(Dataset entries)
Content starts

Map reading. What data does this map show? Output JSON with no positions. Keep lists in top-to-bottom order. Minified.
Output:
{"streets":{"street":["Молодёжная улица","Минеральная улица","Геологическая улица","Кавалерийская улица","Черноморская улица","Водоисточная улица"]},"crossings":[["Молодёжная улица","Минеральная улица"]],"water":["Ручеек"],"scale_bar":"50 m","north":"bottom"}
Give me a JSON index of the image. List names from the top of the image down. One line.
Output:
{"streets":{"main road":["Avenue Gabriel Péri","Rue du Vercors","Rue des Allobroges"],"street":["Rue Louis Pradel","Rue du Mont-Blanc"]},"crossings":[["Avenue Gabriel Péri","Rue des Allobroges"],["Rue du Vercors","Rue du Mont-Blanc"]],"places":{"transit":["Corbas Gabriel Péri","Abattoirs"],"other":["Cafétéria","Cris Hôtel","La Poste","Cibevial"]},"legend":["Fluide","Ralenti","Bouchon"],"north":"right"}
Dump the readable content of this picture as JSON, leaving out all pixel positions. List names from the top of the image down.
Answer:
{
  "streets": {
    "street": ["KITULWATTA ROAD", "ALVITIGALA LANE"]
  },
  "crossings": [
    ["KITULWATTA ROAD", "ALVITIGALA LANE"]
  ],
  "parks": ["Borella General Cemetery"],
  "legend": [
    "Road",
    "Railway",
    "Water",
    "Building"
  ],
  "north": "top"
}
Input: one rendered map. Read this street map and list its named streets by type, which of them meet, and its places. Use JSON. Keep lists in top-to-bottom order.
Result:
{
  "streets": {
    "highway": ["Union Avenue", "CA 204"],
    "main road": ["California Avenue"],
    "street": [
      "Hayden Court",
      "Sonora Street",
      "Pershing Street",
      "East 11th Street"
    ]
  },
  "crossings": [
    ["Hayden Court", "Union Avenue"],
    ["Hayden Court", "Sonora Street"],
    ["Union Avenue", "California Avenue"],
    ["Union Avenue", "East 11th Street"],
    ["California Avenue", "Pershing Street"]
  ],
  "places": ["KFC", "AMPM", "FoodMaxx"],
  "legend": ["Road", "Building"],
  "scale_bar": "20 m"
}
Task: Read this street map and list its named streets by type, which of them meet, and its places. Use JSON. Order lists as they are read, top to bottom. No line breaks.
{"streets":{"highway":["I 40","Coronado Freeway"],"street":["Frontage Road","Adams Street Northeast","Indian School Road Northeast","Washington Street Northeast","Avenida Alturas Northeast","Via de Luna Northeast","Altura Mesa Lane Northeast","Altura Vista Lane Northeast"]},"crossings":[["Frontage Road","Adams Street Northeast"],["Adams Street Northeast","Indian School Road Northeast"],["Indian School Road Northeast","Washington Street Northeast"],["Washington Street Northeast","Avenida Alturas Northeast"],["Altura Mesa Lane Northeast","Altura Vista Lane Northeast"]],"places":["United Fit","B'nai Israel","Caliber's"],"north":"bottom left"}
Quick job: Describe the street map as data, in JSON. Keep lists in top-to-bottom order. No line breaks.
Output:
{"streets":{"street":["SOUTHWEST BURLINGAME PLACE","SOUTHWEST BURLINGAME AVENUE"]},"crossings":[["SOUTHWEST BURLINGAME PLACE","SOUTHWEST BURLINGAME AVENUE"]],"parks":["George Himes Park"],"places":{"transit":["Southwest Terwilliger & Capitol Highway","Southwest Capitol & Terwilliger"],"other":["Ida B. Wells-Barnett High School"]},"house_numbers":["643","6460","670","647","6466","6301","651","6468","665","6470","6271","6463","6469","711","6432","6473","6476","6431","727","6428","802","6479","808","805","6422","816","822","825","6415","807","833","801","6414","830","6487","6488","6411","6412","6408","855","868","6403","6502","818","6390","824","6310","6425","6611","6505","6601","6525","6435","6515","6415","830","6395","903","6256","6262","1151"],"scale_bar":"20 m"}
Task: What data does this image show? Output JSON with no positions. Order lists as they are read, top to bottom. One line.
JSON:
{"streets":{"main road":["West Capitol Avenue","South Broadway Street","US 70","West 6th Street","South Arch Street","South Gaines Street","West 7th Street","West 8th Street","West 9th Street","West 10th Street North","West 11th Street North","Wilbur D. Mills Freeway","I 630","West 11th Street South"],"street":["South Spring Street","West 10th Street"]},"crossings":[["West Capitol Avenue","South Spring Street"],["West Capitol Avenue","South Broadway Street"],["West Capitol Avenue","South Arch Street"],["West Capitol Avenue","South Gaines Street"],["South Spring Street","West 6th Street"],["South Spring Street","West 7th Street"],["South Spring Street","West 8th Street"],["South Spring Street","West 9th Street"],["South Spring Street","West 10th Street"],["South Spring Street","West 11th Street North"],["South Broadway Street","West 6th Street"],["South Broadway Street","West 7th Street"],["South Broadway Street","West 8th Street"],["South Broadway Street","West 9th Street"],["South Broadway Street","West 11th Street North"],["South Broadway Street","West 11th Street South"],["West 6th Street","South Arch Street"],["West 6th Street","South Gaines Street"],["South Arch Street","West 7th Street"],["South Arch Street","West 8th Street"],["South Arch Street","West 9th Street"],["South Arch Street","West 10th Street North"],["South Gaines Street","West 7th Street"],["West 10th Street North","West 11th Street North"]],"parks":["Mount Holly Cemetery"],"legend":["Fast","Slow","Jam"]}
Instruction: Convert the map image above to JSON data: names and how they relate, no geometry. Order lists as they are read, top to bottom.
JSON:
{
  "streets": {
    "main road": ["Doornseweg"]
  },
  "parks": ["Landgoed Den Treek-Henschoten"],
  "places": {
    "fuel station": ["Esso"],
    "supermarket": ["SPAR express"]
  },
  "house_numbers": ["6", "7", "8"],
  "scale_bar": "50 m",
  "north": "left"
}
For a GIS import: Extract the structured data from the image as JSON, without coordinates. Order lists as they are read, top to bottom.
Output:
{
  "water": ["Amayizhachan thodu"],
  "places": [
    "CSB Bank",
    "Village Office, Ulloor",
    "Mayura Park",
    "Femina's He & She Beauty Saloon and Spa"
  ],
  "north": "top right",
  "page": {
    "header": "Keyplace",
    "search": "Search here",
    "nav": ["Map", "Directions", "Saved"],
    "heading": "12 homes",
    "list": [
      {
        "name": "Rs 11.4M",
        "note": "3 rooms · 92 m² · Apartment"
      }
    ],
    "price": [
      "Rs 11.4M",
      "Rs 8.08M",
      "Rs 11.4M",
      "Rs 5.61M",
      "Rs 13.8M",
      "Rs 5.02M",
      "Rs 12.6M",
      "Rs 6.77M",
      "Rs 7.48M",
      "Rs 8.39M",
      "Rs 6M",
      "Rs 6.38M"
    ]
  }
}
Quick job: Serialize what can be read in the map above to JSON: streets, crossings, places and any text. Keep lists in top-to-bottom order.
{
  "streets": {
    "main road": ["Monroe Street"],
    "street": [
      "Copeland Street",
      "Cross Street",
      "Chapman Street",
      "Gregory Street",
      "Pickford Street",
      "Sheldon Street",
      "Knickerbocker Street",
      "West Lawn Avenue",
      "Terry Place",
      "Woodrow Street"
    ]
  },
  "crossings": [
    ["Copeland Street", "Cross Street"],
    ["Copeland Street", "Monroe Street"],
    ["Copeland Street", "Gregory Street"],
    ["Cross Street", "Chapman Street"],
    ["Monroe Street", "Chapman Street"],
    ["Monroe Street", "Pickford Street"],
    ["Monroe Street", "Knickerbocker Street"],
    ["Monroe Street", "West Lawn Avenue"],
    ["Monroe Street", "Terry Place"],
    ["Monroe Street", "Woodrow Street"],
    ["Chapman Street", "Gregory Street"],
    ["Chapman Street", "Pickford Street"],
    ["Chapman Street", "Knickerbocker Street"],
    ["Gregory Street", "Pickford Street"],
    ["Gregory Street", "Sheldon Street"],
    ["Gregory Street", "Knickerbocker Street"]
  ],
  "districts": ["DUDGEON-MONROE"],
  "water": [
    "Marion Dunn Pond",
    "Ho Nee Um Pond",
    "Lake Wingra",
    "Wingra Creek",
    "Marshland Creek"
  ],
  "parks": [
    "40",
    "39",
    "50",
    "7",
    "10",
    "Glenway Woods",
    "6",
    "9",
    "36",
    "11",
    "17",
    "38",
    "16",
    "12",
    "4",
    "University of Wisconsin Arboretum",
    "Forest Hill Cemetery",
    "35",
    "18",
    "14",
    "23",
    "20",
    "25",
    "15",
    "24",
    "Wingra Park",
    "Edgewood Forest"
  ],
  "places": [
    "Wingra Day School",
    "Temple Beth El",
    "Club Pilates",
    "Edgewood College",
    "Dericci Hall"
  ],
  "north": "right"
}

Content ends

- _Your task_: In the entries, find every line holding "positions" and copy it.

- _Reply_:
Map reading. What data does this map show? Output JSON with no positions. Keep lists in top-to-bottom order. Minified.
Dump the readable content of this picture as JSON, leaving out all pixel positions. List names from the top of the image down.
Task: What data does this image show? Output JSON with no positions. Order lists as they are read, top to bottom. One line.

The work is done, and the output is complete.